[Task prompt]:
Keyword search on "service": report each line of the records that contains it.

● ● ● ●

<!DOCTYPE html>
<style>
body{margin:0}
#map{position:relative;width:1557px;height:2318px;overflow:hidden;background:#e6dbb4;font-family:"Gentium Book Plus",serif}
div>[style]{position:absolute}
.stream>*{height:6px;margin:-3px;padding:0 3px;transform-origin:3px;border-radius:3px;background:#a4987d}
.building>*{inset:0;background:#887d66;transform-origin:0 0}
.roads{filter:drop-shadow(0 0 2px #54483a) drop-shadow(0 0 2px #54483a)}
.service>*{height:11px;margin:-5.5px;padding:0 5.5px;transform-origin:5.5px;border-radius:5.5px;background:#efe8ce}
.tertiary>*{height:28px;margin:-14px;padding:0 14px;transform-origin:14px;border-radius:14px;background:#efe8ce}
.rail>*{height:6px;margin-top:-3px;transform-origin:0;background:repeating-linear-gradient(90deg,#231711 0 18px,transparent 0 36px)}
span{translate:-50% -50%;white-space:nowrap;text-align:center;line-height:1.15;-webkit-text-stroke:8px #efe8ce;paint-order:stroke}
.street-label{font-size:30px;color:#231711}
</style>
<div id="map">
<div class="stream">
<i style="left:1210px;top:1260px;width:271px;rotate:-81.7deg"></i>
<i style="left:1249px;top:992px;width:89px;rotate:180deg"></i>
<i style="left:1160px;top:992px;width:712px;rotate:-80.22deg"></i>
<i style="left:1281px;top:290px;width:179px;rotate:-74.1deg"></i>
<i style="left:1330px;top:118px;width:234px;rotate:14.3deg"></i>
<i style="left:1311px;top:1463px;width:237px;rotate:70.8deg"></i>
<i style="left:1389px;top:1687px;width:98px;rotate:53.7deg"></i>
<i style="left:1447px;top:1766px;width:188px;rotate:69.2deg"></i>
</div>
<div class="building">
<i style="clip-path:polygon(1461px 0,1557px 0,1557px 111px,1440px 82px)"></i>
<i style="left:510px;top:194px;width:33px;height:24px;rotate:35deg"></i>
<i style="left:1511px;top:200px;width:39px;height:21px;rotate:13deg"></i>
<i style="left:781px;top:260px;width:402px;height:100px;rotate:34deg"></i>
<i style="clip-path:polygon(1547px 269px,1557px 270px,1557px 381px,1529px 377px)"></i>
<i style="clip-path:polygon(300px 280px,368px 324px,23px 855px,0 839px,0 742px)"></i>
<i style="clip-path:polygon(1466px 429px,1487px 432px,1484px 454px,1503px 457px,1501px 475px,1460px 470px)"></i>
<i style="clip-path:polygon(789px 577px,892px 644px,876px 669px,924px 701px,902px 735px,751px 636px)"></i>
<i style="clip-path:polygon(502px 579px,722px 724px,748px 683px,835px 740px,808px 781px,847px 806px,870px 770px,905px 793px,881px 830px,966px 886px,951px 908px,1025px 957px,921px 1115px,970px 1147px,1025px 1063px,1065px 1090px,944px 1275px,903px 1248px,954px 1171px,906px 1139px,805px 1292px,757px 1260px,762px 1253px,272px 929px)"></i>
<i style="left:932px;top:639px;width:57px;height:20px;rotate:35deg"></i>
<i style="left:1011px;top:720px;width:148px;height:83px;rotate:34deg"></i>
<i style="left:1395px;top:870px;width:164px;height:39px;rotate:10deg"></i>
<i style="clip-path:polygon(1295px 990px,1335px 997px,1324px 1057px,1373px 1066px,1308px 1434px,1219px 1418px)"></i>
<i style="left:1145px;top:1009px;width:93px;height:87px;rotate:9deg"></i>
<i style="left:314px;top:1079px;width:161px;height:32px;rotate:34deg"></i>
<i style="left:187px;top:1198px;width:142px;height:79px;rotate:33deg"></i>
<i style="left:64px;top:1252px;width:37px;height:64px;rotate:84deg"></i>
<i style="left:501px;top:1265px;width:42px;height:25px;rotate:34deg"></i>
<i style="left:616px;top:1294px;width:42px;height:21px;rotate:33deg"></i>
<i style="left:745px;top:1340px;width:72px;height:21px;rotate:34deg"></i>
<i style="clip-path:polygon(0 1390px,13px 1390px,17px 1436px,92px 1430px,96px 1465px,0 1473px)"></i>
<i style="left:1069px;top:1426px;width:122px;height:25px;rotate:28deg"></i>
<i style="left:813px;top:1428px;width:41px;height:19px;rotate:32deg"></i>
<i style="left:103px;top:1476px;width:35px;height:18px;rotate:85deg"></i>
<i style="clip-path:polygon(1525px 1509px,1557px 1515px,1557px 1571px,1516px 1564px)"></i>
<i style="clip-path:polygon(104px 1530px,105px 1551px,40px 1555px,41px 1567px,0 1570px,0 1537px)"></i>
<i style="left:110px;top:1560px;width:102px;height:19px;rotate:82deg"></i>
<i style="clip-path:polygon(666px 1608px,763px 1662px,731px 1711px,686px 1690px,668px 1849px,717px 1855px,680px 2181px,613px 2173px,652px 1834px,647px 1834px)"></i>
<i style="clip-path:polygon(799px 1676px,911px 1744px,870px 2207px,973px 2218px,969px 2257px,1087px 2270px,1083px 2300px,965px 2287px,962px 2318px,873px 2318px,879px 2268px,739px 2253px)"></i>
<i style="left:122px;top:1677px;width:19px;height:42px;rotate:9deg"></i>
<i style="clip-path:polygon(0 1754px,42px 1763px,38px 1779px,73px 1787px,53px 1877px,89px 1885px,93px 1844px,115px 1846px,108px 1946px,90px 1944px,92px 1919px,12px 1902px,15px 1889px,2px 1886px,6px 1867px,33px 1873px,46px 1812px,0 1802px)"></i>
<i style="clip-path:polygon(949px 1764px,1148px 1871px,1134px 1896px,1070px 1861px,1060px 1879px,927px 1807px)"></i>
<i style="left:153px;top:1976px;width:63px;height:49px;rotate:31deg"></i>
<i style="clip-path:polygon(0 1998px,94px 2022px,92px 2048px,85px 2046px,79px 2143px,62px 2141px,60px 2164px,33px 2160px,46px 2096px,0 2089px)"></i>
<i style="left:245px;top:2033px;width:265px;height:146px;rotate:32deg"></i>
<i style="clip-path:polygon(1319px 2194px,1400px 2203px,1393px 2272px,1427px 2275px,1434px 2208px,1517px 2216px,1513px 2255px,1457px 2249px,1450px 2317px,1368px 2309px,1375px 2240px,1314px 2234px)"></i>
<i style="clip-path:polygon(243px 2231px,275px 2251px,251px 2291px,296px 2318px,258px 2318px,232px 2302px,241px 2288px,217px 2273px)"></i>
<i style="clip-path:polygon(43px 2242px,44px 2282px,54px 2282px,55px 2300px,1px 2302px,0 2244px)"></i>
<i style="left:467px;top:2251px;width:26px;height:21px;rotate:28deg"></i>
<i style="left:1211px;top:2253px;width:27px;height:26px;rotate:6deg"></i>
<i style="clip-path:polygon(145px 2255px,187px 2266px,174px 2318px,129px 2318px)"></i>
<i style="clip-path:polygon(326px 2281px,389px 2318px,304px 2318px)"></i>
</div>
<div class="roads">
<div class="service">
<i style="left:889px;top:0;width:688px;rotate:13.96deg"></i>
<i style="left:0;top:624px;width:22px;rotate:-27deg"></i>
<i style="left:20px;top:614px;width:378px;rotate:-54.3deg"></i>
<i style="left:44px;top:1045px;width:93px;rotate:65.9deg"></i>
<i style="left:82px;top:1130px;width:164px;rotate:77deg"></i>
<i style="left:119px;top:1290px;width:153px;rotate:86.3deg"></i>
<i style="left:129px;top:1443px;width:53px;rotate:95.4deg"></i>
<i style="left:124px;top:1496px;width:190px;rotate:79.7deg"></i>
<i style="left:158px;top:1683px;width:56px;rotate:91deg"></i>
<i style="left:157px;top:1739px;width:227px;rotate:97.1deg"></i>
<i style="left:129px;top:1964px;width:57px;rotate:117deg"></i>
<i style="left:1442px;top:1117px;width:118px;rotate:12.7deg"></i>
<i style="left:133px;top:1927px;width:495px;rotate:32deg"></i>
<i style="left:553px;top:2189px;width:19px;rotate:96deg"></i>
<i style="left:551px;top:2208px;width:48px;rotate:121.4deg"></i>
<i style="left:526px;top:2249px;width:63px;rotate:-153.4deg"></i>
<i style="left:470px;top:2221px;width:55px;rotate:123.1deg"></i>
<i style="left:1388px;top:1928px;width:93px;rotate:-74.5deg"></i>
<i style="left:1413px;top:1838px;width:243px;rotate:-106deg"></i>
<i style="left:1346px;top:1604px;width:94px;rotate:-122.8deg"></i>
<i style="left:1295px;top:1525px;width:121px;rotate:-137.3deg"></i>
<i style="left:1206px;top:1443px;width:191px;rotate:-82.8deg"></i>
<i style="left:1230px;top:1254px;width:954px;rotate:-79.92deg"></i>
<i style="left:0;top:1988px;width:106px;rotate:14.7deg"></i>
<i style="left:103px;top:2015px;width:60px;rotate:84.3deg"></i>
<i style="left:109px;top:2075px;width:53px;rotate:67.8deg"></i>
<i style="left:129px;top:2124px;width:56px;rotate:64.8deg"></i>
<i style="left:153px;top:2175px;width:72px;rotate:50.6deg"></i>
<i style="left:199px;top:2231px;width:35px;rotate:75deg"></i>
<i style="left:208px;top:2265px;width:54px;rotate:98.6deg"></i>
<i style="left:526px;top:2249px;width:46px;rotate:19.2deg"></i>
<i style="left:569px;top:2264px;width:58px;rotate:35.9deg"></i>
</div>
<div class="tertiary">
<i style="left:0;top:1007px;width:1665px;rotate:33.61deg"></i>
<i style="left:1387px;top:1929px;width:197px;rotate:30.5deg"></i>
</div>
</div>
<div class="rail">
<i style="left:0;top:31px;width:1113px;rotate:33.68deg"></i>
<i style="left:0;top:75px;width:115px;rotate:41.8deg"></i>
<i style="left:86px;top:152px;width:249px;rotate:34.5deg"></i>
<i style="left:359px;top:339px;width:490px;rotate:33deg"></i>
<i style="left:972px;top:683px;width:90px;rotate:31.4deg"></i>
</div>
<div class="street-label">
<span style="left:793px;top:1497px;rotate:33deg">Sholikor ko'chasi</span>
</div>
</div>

● ● ● ●

[Solution]:
.service>*{height:11px;margin:-5.5px;padding:0 5.5px;transform-origin:5.5px;border-radius:5.5px;background:#efe8ce}
<div class="service">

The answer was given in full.